* _Stored data entries_
=== Section Start ===
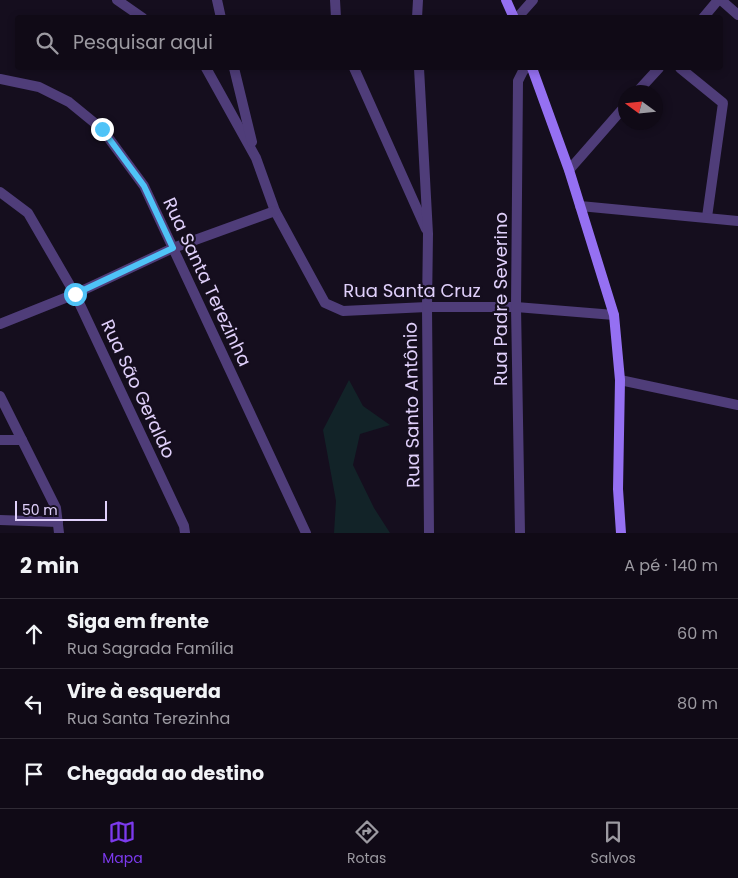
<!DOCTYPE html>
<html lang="pt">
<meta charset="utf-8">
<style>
:root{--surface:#100a16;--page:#1e1823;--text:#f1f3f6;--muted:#9c9aa1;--line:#302b35;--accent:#7c3aed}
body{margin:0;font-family:Poppins,sans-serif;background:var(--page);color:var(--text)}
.compass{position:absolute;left:618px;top:85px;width:45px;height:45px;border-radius:50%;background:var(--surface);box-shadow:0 2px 8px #0003;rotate:285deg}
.scale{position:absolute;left:15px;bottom:12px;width:92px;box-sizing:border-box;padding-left:5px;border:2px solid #e0d0fb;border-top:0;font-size:14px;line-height:18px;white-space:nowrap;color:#e0d0fb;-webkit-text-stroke:4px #150e1e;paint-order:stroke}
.stop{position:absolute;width:15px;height:15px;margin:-11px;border:4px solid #4fc3f7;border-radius:50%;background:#fff}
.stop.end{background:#4fc3f7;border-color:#fff;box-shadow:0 1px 5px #0008}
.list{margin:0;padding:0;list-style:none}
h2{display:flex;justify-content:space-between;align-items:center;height:65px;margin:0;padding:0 20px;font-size:21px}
h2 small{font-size:16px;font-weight:400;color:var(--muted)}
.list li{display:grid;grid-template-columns:32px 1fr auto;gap:15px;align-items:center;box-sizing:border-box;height:70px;padding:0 20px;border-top:1px solid var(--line)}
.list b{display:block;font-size:19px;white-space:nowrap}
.list p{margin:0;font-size:16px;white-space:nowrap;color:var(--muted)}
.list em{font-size:16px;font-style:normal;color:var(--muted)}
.icon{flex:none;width:28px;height:28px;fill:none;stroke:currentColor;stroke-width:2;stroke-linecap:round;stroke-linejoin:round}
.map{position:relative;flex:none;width:738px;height:533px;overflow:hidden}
.search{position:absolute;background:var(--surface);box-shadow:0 2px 8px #0003;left:15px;right:15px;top:15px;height:55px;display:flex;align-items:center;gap:12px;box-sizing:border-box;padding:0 18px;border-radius:5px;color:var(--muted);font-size:19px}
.sheet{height:275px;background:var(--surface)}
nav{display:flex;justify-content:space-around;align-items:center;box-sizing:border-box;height:70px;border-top:1px solid var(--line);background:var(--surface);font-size:14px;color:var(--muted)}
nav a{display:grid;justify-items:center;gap:2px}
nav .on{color:var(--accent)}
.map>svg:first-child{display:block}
.green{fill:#122328}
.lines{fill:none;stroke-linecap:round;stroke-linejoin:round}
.street{stroke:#4f3d79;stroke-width:10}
.secondary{stroke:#9570f2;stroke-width:10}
.route{stroke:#4fc3f7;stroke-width:6}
.labels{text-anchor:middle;stroke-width:4.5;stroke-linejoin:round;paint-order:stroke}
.street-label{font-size:18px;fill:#e0d0fb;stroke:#150e1e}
</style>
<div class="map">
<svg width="738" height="533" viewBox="0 0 738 533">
<rect width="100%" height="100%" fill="#150e1e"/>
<polygon class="green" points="349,380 363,406 390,425 360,434 353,465 374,508 390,533 334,533 336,501 323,430"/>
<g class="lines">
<g class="street">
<polyline points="117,0 143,18"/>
<polyline points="217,0 221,18"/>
<polyline points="335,0 336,18"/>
<polyline points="721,0 738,15"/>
<polyline points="417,18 418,0"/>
<polyline points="517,18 533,0"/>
<polyline points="703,18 718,0"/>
<polyline points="206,68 256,158 275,211 325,303 343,311 427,307 516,307 614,315"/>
<polyline points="234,68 252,142"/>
<polyline points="354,68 426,229"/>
<polyline points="419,68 428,234 427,307 429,533"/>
<polyline points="680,68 723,103 707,217"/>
<polyline points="0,79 39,87 69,102 102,129 144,186 306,533"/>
<polyline points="637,92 659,68"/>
<polyline points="569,170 626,105"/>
<polyline points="0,192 28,213 75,294 184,526 185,533"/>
<polyline points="580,206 738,221"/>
<polyline points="0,324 75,294 173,248 275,211"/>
<polyline points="620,380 738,405"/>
<polyline points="0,396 56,508 59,533"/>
<polyline points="0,440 22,440"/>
<polyline points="0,520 58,522"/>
<polyline points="520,533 516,307 518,81 523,71 526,68"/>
</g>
<g class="secondary">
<polyline points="506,0 514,18"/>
<polyline points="532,68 569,170 614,315 620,380 618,489 621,533"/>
</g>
</g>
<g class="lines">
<polyline class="route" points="75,294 173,248 144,186 102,129"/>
</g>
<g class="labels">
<g class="street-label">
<text transform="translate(207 282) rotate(65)" y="6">Rua Santa Terezinha</text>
<text x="412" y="297">Rua Santa Cruz</text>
<text transform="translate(501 299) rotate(-90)" y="6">Rua Padre Severino</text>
<text transform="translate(138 389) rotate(65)" y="6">Rua São Geraldo</text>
<text transform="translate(412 405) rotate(-91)" y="6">Rua Santo Antônio</text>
</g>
</g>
</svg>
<svg class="compass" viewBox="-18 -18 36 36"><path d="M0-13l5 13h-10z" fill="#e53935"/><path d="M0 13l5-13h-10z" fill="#9c9aa1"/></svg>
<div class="scale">50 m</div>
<div class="stop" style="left:75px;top:294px"></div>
<div class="stop end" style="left:102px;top:129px"></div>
<div class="search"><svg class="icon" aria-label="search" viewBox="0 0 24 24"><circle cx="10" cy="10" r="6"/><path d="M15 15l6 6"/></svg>Pesquisar aqui</div>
</div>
<section class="sheet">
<h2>2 min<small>A pé · 140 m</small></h2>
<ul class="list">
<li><svg class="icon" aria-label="ahead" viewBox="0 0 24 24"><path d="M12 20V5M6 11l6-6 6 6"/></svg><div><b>Siga em frente</b><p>Rua Sagrada Família</p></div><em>60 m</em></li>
<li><svg class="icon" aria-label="left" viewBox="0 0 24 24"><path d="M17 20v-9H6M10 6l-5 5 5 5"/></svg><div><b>Vire à esquerda</b><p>Rua Santa Terezinha</p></div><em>80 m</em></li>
<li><svg class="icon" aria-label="arrive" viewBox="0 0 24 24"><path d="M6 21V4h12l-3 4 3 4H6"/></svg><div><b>Chegada ao destino</b></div></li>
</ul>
</section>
<nav>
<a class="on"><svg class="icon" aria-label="map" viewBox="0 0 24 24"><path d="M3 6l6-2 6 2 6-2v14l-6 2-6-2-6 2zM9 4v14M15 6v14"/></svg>Mapa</a>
<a><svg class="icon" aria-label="directions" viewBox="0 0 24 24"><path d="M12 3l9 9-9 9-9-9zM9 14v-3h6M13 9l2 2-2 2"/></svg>Rotas</a>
<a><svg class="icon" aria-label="saved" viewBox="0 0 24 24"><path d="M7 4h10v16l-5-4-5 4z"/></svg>Salvos</a>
</nav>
=== Section End ===
* _EXERCISE_
From the line holding "Sagrada Família</p></div><em>60 m</em></li>" to the final line of the data, output each line exactly and nothing more.

* _SOLUTION TO THIS TASK_
<li><svg class="icon" aria-label="ahead" viewBox="0 0 24 24"><path d="M12 20V5M6 11l6-6 6 6"/></svg><div><b>Siga em frente</b><p>Rua Sagrada Família</p></div><em>60 m</em></li>
<li><svg class="icon" aria-label="left" viewBox="0 0 24 24"><path d="M17 20v-9H6M10 6l-5 5 5 5"/></svg><div><b>Vire à esquerda</b><p>Rua Santa Terezinha</p></div><em>80 m</em></li>
<li><svg class="icon" aria-label="arrive" viewBox="0 0 24 24"><path d="M6 21V4h12l-3 4 3 4H6"/></svg><div><b>Chegada ao destino</b></div></li>
</ul>
</section>
<nav>
<a class="on"><svg class="icon" aria-label="map" viewBox="0 0 24 24"><path d="M3 6l6-2 6 2 6-2v14l-6 2-6-2-6 2zM9 4v14M15 6v14"/></svg>Mapa</a>
<a><svg class="icon" aria-label="directions" viewBox="0 0 24 24"><path d="M12 3l9 9-9 9-9-9zM9 14v-3h6M13 9l2 2-2 2"/></svg>Rotas</a>
<a><svg class="icon" aria-label="saved" viewBox="0 0 24 24"><path d="M7 4h10v16l-5-4-5 4z"/></svg>Salvos</a>
</nav>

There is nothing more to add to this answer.